>>>>>

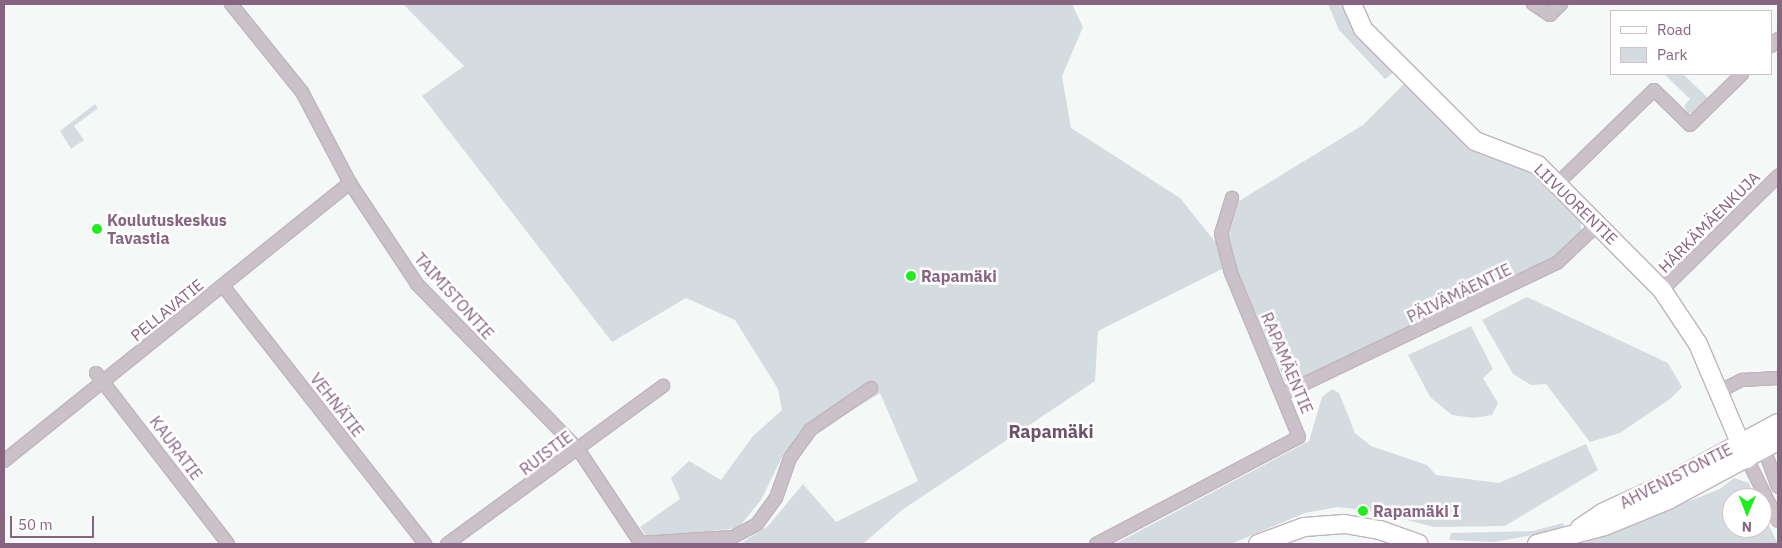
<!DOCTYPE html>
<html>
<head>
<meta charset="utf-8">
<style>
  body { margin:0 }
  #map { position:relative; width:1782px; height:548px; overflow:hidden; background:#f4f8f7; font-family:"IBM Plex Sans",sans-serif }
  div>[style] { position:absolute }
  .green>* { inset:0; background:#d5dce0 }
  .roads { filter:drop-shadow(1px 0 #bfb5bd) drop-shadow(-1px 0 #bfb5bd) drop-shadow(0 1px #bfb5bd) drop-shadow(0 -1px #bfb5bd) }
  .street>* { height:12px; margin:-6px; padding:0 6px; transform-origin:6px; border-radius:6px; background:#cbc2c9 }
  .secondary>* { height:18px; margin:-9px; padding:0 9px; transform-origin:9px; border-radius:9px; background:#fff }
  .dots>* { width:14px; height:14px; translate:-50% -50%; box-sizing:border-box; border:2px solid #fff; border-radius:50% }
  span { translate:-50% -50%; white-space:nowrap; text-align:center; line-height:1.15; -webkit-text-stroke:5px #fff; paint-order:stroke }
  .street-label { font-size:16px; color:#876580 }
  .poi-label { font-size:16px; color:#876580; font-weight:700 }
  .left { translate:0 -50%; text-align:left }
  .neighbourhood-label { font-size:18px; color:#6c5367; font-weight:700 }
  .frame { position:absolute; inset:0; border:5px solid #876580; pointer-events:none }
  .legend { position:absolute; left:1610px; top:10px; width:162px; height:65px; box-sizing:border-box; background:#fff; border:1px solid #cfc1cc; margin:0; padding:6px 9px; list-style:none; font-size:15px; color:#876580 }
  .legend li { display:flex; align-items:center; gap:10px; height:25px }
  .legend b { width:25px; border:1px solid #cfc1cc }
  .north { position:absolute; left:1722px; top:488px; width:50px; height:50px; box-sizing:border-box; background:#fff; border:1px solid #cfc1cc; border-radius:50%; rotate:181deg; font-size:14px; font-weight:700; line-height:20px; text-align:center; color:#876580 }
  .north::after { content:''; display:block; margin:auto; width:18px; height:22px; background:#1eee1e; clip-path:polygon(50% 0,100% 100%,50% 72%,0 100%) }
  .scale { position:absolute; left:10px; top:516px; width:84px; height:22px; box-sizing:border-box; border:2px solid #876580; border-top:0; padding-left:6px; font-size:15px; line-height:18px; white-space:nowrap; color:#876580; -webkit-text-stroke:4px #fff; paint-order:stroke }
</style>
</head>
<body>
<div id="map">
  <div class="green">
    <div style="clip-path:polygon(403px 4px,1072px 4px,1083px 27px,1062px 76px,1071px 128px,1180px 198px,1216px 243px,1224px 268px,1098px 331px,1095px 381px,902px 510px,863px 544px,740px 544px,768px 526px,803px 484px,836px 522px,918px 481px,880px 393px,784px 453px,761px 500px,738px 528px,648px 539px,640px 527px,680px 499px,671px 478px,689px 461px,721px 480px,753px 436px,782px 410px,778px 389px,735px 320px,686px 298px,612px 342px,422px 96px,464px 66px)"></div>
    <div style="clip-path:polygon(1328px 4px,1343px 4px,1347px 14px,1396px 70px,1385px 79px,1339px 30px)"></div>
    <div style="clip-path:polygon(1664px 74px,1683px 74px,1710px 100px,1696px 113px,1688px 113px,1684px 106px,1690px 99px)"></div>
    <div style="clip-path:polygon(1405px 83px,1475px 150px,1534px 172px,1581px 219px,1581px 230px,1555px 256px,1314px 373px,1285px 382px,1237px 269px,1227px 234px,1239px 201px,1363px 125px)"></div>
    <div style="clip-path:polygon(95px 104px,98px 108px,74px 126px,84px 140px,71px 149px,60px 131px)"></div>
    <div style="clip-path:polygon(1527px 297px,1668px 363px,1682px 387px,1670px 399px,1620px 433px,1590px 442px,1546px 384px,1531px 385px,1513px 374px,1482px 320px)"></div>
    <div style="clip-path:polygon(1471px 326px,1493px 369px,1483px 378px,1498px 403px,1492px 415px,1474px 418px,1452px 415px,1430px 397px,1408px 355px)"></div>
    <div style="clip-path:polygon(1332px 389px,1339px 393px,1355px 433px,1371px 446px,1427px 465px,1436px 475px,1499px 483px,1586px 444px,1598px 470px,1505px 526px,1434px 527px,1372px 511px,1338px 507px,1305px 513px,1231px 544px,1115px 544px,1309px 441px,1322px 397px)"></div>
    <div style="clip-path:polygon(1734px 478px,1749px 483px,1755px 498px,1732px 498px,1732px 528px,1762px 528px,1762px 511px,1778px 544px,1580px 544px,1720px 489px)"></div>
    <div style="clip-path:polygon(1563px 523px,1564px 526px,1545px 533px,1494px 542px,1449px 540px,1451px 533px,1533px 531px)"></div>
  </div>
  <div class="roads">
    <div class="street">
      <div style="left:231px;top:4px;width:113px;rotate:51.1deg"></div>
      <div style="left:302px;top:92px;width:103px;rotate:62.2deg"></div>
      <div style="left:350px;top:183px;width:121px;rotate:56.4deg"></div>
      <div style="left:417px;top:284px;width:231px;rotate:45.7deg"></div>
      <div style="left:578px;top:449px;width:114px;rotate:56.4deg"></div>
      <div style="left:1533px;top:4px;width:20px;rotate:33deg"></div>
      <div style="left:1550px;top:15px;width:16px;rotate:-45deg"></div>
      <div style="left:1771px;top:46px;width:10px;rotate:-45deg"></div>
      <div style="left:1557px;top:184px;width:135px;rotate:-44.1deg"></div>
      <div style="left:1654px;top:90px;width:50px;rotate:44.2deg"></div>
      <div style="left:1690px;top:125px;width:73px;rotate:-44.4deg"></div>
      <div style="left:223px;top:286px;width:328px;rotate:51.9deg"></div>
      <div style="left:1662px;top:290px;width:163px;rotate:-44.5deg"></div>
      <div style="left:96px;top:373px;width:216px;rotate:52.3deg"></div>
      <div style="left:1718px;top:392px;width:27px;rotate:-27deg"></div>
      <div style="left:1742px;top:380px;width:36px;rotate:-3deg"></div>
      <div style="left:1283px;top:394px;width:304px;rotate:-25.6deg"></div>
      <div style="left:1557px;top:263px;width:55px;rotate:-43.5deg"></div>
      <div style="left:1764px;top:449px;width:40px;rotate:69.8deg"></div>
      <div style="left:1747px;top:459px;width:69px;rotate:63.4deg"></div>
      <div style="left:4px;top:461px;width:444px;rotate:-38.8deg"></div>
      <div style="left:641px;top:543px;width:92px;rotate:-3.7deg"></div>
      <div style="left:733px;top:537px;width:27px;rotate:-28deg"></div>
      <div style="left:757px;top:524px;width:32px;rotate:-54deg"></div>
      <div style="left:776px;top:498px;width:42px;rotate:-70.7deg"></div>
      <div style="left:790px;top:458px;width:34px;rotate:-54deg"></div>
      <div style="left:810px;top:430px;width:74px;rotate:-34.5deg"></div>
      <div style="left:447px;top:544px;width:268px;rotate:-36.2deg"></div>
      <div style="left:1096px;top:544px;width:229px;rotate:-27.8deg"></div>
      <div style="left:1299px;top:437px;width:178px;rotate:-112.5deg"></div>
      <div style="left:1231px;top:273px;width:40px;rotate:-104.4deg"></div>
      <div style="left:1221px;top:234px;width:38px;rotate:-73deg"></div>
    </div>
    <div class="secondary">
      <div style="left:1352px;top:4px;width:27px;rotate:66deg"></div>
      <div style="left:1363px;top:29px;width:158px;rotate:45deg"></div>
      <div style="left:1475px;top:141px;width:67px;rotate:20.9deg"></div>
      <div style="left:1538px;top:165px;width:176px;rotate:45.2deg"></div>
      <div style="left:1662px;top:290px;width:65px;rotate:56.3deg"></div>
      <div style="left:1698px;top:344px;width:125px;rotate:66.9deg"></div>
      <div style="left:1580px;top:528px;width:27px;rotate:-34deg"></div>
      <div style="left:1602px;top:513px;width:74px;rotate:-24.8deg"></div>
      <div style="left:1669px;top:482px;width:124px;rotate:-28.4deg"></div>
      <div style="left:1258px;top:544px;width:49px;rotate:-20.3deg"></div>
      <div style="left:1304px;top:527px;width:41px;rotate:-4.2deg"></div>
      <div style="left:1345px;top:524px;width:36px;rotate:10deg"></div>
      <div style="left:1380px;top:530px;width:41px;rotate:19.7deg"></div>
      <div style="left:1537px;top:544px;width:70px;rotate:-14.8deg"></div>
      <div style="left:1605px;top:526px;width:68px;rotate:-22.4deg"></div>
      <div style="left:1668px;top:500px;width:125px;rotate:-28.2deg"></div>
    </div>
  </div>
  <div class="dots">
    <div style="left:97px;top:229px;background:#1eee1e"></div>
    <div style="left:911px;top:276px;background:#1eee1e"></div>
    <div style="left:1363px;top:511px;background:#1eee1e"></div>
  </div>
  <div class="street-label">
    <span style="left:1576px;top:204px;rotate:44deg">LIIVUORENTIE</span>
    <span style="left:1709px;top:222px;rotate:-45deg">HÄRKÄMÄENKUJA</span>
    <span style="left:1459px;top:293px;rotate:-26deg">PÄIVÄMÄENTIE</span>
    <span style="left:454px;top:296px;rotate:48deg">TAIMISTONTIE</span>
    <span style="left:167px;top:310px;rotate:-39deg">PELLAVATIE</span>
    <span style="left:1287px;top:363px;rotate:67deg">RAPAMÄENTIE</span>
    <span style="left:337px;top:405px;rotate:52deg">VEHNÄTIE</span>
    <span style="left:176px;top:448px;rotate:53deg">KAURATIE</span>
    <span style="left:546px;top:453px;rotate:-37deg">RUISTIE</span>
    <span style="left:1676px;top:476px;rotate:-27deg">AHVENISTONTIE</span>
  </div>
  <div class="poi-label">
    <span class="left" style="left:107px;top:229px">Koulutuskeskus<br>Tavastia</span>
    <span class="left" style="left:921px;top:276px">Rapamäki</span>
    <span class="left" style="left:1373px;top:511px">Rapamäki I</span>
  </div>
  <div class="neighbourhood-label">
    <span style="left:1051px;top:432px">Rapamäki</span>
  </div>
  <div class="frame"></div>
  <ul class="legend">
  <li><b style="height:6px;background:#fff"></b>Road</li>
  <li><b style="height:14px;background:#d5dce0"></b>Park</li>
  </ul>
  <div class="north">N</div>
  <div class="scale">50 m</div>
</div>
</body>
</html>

<<<<<

• _PROBLEM_
With pictures removed, write out exactly each line of the entries from the first through the line that holds "position:absolute; left:1610px; top:10px;".

• _TASK OUTPUT_
<!DOCTYPE html>
<html>
<head>
<meta charset="utf-8">
<style>
  body { margin:0 }
  #map { position:relative; width:1782px; height:548px; overflow:hidden; background:#f4f8f7; font-family:"IBM Plex Sans",sans-serif }
  div>[style] { position:absolute }
  .green>* { inset:0; background:#d5dce0 }
  .roads { filter:drop-shadow(1px 0 #bfb5bd) drop-shadow(-1px 0 #bfb5bd) drop-shadow(0 1px #bfb5bd) drop-shadow(0 -1px #bfb5bd) }
  .street>* { height:12px; margin:-6px; padding:0 6px; transform-origin:6px; border-radius:6px; background:#cbc2c9 }
  .secondary>* { height:18px; margin:-9px; padding:0 9px; transform-origin:9px; border-radius:9px; background:#fff }
  .dots>* { width:14px; height:14px; translate:-50% -50%; box-sizing:border-box; border:2px solid #fff; border-radius:50% }
  span { translate:-50% -50%; white-space:nowrap; text-align:center; line-height:1.15; -webkit-text-stroke:5px #fff; paint-order:stroke }
  .street-label { font-size:16px; color:#876580 }
  .poi-label { font-size:16px; color:#876580; font-weight:700 }
  .left { translate:0 -50%; text-align:left }
  .neighbourhood-label { font-size:18px; color:#6c5367; font-weight:700 }
  .frame { position:absolute; inset:0; border:5px solid #876580; pointer-events:none }
  .legend { position:absolute; left:1610px; top:10px; width:162px; height:65px; box-sizing:border-box; background:#fff; border:1px solid #cfc1cc; margin:0; padding:6px 9px; list-style:none; font-size:15px; color:#876580 }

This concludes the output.